I don’t think I am being unreasonable.
I am just talking about a different implementation of the ROOT file format (that happens to be written in Go), that works at a different point in the n-dimensional phase space of all quantities that matter for the set of all possible programs and use cases in the known universe.
this implementation has pros and cons wrt the C++/ROOT implementation.
it strikes a different compromise, one that better suits my needs.

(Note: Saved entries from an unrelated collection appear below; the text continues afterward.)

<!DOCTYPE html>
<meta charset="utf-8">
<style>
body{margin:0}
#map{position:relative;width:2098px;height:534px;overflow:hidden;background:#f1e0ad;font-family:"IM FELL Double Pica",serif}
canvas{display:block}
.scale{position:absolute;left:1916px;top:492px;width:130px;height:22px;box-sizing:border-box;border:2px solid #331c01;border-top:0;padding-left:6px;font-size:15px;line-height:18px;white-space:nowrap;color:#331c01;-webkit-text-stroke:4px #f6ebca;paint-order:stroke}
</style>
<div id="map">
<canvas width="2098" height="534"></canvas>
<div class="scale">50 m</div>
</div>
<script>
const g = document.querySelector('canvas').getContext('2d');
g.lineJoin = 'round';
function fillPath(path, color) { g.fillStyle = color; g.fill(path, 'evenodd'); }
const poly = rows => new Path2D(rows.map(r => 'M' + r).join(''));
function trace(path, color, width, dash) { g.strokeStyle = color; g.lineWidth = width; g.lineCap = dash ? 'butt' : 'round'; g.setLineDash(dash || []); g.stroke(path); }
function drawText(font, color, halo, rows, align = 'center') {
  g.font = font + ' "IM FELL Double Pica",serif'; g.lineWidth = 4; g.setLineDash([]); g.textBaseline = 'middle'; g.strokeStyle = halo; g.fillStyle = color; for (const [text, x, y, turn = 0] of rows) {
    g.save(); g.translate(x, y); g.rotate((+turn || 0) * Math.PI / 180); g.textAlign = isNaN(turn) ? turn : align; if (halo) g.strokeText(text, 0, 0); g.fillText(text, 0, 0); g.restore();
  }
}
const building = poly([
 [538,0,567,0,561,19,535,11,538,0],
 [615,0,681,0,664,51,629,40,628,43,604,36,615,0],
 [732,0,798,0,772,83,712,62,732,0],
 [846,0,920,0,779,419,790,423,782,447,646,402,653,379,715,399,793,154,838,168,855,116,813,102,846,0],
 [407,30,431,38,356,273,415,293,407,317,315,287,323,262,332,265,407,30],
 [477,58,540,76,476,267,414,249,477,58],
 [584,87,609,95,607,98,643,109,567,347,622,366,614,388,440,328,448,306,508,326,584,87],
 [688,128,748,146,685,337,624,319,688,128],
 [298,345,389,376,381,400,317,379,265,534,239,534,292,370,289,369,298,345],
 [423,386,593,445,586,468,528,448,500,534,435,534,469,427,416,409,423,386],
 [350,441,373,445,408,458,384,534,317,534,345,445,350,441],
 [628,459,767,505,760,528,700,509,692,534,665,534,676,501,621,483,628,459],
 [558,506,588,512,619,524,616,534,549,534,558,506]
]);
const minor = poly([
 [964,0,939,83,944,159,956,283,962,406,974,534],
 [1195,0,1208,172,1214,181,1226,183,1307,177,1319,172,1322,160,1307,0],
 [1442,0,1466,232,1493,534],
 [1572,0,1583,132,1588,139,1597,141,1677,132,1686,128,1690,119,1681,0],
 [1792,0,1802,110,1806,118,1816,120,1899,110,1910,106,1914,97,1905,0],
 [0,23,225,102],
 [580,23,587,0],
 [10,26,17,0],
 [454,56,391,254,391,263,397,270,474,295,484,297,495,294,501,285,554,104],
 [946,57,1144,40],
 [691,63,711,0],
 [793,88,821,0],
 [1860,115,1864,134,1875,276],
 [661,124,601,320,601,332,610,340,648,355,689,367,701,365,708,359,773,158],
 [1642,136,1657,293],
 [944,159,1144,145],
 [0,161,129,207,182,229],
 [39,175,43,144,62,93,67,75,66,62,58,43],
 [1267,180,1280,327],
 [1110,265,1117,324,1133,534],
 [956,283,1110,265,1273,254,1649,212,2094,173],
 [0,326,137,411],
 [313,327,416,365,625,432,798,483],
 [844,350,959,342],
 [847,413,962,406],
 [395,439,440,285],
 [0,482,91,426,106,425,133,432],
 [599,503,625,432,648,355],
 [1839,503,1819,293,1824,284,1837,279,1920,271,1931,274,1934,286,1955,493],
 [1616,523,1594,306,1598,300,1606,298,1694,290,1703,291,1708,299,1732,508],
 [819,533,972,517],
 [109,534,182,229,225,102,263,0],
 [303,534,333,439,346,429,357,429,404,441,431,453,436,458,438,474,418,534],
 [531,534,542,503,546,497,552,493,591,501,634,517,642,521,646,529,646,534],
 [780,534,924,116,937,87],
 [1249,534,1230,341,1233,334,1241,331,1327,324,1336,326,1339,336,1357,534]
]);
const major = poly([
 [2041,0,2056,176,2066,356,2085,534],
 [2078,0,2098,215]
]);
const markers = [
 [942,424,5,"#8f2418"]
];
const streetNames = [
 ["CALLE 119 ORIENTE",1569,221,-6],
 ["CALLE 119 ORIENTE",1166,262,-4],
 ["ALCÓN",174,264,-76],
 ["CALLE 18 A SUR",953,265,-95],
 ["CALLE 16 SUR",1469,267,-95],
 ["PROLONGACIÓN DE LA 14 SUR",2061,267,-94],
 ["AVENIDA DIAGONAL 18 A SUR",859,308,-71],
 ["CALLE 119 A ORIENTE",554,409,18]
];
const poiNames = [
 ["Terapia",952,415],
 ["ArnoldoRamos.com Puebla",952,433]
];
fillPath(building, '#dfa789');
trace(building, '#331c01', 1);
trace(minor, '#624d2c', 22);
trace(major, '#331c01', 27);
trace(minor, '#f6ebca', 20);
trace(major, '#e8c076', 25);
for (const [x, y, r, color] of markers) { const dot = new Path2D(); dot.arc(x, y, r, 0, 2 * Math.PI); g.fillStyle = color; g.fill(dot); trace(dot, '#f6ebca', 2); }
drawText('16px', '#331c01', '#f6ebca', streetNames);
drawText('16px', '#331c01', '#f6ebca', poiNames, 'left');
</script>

For small command-line executables that need to be executed quickly, for which loading gazillions of .so completely dwarfs the command’s runtime, it hits the sweet spot.
PS: I must say I was actually surprised to find out rootls was actually a ~1K lines PyROOT script.
I thought it was a simple C++ application (but the same slow startup behaviour does happen for my own C++ ROOT reading files benchmark applications.)